What’s in a Dashboard?

Dashboards offer a powerful visual display of your data around a common theme. For example, you can create a Sales Dashboard that shows you charts and graphs of your company’s sales performance with supporting metrics about your top accounts, top opportunities, win rates, and which account types perform the best.

Sales Dashboard showing components related to overall sales performance.

When you have all the information in one place, it’s easier to see the overall picture of your business, and the details are just a click away. Salesforce provides the flexibility you need to examine aspects of your business in almost infinite combinations.

Who Can Access Reports and Dashboards?

When you create a report or dashboard, you determine who can view, manage, or edit it, and what data they can see. So how does this work? 

Reports and dashboards are stored in folders. You can make the folders public, private, shared with specific users, or shared with your entire organization. If you give a user access to a folder, they have access to the reports or dashboards in that folder. But that doesn’t mean they get to see all the data. You can put security controls on the data in different ways.

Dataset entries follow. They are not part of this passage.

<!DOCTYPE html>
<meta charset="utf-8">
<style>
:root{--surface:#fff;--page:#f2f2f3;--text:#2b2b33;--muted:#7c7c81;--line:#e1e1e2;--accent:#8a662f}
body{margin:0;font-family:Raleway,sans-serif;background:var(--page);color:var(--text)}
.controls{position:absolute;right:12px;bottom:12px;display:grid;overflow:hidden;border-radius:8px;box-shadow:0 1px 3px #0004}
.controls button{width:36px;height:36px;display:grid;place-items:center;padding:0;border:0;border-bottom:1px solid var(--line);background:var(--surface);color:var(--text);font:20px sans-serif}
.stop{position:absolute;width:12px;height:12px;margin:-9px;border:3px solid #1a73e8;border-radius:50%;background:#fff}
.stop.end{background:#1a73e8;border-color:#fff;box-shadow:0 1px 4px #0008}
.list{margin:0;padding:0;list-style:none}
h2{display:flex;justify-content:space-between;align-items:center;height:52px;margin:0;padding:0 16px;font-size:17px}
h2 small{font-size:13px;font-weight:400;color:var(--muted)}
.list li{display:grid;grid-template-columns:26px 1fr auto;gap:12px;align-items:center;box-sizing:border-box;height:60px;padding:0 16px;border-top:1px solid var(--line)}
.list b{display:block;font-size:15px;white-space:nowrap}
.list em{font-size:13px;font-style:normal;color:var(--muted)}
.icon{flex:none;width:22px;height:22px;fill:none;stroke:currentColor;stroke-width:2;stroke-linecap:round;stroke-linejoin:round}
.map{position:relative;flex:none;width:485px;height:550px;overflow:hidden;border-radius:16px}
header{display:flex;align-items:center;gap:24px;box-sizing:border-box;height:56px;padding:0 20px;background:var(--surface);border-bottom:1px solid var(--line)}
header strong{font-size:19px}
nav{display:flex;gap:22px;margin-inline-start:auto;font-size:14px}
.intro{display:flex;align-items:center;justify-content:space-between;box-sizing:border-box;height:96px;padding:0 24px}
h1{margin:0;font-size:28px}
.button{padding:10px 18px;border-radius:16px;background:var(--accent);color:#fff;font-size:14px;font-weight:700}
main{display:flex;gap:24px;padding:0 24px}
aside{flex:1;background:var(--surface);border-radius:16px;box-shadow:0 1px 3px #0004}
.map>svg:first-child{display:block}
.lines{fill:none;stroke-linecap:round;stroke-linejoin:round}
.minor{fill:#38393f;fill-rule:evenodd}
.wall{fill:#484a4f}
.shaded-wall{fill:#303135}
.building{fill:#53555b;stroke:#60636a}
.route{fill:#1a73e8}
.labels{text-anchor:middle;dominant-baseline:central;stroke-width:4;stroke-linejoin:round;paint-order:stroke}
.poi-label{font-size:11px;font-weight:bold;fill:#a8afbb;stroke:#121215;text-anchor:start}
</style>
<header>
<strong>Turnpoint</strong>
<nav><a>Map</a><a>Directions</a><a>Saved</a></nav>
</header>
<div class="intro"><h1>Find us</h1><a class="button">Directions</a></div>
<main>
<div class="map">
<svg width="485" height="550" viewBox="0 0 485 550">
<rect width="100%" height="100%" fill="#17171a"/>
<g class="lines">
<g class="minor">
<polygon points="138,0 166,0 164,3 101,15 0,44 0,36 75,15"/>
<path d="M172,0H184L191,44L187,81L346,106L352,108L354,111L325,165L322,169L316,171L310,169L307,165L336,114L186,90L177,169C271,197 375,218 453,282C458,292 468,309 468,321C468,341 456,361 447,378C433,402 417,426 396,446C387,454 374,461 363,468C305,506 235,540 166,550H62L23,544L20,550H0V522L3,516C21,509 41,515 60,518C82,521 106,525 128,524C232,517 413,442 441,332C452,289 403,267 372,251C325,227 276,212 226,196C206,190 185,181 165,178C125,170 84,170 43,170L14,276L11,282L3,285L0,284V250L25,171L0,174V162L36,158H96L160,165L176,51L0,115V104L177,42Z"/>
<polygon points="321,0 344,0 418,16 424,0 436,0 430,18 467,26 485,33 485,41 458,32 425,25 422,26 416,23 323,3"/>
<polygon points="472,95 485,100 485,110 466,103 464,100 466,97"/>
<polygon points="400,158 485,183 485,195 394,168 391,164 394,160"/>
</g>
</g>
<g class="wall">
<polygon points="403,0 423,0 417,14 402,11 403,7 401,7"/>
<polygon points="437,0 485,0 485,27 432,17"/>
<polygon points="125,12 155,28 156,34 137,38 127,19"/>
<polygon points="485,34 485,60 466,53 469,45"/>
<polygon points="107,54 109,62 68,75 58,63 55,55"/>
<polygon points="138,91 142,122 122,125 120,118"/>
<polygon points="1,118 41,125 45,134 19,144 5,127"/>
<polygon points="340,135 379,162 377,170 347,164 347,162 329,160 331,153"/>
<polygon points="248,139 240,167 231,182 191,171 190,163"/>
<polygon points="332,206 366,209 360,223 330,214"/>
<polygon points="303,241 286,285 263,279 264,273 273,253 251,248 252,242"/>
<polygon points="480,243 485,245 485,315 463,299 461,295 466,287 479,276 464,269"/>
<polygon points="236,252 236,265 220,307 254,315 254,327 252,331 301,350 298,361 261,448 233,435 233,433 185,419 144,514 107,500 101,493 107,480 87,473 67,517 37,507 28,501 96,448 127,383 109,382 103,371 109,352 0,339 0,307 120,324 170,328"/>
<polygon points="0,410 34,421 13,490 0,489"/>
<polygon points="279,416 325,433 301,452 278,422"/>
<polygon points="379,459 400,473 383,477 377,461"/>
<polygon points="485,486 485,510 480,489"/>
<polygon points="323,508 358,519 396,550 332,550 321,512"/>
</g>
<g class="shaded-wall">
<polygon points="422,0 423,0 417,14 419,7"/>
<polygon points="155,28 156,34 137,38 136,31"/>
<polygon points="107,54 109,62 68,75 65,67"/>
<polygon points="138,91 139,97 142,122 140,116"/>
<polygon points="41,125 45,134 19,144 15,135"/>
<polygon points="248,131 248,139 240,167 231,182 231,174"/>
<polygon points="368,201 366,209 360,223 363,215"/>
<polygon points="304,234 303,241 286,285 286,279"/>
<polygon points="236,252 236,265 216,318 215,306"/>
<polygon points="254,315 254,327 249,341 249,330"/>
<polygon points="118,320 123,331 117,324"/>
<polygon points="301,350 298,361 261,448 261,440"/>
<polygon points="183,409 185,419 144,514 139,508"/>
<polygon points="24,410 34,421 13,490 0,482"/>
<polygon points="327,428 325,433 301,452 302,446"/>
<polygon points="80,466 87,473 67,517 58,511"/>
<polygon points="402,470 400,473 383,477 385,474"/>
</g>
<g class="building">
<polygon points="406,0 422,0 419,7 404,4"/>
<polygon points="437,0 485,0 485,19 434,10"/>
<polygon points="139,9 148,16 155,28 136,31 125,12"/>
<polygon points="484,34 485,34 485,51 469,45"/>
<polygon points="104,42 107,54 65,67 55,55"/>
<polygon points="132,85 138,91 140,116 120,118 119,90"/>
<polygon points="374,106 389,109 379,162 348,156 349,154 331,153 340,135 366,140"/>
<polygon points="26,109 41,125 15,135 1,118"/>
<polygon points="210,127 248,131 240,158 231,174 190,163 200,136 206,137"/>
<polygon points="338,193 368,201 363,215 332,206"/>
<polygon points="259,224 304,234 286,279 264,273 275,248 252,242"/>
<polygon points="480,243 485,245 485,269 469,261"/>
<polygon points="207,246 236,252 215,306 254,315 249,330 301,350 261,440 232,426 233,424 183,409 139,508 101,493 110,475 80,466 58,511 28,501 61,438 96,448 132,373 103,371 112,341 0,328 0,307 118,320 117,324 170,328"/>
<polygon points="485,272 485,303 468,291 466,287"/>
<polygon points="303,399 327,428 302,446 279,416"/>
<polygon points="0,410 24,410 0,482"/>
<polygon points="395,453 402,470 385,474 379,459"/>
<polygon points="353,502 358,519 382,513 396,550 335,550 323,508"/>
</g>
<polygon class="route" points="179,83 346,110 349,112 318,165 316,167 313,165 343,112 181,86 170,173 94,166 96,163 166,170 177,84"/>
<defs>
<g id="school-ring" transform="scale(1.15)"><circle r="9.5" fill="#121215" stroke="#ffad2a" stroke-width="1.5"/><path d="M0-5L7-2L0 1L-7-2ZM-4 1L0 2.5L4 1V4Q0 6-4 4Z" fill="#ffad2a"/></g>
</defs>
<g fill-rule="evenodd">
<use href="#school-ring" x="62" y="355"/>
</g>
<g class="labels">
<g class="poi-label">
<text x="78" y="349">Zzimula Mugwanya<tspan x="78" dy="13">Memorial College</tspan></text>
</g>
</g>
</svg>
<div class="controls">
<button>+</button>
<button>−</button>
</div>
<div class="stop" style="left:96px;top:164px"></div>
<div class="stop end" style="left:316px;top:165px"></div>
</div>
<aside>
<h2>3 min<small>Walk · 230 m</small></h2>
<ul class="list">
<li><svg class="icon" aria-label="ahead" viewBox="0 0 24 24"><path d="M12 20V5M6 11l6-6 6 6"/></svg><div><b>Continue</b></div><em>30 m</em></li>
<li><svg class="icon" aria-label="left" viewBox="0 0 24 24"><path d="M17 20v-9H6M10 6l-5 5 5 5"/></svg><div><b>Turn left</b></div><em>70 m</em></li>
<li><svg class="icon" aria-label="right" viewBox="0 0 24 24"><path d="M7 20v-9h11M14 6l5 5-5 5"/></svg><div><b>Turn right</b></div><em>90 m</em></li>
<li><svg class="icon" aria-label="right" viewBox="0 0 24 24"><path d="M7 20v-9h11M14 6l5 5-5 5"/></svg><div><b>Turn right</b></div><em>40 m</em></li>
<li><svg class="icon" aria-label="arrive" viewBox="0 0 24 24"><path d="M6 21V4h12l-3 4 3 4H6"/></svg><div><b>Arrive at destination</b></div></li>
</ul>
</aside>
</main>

For reports: You can control who has access to the contents of the folder based on roles, permissions, and more.

For dashboards: Each dashboard has a running user whose security settings determine which data to display to the dashboard’s viewers. If you select an admin as your dashboard’s running user, for example, viewers of your dashboard can access a lot of data. 

With dynamic dashboards, the running user is always the logged-in user, which means that viewers only see the dashboard data according to their own access level. (The availability of dynamic dashboards depends on your Salesforce edition.)

Each dashboard includes a timestamp of the last data refresh. To ensure you’re looking at the latest data, refresh the dashboard. When you refresh the data, Salesforce updates the data for everyone who has access.

Your data tells the story about your past, present, and future as a business. Take advantage of the reporting and dashboard features in Salesforce to use as your guide.